> [Provided entries]

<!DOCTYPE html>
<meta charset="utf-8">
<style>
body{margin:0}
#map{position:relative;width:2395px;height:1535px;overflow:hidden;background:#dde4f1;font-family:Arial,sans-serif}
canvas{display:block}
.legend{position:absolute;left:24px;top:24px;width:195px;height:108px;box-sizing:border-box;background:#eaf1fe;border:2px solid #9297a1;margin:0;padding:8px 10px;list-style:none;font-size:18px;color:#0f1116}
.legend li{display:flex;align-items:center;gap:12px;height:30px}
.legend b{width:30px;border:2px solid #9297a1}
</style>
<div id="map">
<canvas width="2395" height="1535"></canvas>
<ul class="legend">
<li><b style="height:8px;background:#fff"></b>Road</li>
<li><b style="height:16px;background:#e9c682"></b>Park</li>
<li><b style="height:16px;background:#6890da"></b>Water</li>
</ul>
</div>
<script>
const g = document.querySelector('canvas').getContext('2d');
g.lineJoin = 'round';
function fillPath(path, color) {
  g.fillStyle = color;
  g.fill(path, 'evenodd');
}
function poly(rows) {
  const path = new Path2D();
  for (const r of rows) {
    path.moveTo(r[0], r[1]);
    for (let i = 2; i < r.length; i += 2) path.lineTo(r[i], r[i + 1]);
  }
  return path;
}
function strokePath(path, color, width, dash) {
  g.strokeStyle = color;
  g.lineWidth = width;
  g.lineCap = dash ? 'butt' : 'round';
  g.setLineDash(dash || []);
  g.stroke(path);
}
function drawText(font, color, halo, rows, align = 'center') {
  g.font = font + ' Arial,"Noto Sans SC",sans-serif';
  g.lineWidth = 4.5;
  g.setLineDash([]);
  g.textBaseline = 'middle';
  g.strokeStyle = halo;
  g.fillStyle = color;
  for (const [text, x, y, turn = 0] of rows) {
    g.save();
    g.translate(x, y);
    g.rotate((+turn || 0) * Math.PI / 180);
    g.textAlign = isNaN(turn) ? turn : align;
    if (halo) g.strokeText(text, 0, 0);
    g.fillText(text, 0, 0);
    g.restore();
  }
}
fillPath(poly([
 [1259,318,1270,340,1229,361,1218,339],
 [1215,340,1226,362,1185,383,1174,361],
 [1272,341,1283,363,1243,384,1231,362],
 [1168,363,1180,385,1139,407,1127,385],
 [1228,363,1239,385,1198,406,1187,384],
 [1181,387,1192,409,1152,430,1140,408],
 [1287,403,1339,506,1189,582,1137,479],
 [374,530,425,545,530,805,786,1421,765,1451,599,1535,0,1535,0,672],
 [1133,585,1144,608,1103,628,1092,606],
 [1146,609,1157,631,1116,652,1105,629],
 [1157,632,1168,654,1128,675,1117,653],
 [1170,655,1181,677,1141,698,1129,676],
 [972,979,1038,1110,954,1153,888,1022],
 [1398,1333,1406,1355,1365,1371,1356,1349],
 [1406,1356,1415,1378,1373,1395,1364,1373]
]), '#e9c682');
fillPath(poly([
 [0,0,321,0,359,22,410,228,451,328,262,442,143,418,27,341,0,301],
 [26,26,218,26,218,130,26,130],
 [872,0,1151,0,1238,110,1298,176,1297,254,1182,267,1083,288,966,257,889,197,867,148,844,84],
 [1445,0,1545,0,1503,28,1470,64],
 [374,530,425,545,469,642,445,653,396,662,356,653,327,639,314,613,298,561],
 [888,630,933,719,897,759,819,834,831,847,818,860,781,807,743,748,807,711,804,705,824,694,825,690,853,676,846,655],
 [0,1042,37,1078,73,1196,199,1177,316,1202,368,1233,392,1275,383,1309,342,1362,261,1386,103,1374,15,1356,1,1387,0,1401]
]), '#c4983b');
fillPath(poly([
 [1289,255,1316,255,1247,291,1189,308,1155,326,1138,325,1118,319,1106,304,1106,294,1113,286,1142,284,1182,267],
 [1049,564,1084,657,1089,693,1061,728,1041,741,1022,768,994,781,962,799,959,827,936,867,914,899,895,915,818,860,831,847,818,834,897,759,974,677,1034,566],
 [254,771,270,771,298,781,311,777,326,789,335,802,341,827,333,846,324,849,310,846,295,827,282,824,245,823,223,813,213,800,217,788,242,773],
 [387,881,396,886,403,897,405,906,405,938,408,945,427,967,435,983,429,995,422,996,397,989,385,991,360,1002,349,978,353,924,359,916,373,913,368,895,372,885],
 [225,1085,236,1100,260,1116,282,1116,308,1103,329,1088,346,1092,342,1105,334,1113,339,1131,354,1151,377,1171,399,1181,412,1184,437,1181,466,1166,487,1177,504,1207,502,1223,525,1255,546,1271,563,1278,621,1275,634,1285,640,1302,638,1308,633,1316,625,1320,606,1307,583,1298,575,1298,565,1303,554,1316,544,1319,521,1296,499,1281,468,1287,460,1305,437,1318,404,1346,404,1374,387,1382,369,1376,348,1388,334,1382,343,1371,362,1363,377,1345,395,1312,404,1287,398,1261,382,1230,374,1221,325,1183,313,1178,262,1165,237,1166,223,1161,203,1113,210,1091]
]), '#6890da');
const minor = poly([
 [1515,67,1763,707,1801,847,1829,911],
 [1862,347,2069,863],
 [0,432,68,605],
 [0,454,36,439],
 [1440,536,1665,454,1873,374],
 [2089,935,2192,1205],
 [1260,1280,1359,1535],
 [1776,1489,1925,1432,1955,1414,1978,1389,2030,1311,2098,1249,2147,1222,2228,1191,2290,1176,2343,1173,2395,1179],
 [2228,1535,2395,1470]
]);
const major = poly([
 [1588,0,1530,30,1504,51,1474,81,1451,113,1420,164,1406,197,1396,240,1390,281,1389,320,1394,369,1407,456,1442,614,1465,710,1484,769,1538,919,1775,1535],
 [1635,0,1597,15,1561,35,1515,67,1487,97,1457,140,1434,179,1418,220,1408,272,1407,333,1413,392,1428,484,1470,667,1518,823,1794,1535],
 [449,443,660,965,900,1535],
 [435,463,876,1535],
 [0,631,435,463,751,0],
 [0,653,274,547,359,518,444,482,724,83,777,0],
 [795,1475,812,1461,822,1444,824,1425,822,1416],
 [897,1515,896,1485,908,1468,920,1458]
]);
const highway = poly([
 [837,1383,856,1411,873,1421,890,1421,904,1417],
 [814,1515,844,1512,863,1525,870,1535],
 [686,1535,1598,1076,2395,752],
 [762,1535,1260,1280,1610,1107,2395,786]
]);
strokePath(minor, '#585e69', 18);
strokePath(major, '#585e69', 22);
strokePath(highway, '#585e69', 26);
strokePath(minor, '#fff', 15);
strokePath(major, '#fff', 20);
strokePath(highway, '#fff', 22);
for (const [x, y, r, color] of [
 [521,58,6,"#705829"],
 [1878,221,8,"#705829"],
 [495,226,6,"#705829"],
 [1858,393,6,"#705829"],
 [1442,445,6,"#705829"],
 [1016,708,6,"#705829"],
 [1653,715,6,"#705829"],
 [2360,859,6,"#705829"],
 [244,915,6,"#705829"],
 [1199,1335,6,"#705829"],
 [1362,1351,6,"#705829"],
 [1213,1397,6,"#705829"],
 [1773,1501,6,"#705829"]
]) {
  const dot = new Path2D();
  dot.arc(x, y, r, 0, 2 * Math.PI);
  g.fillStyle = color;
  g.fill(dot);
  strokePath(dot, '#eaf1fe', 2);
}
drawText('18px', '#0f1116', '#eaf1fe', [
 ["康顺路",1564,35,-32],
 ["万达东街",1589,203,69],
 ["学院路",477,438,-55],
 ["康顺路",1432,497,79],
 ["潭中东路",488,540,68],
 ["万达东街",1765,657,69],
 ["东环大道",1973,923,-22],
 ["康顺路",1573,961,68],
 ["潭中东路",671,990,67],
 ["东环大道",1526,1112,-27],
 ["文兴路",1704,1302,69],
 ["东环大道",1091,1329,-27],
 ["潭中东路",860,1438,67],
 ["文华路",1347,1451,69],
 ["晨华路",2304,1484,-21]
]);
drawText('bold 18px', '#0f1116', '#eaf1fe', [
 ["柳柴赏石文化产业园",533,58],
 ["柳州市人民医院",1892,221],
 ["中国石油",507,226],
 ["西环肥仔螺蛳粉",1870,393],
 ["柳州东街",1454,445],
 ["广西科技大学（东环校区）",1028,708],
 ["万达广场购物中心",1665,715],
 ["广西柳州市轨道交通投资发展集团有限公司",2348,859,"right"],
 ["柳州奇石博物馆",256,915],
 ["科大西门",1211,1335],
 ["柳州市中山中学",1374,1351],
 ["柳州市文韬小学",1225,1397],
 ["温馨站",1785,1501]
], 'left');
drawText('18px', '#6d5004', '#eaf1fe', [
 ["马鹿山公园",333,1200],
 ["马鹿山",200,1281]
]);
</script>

> [Instructions to follow] Identify the lines in the entries above that contain "display", then copy them out.

> [Answer to this exercise]
canvas{display:block}
.legend li{display:flex;align-items:center;gap:12px;height:30px}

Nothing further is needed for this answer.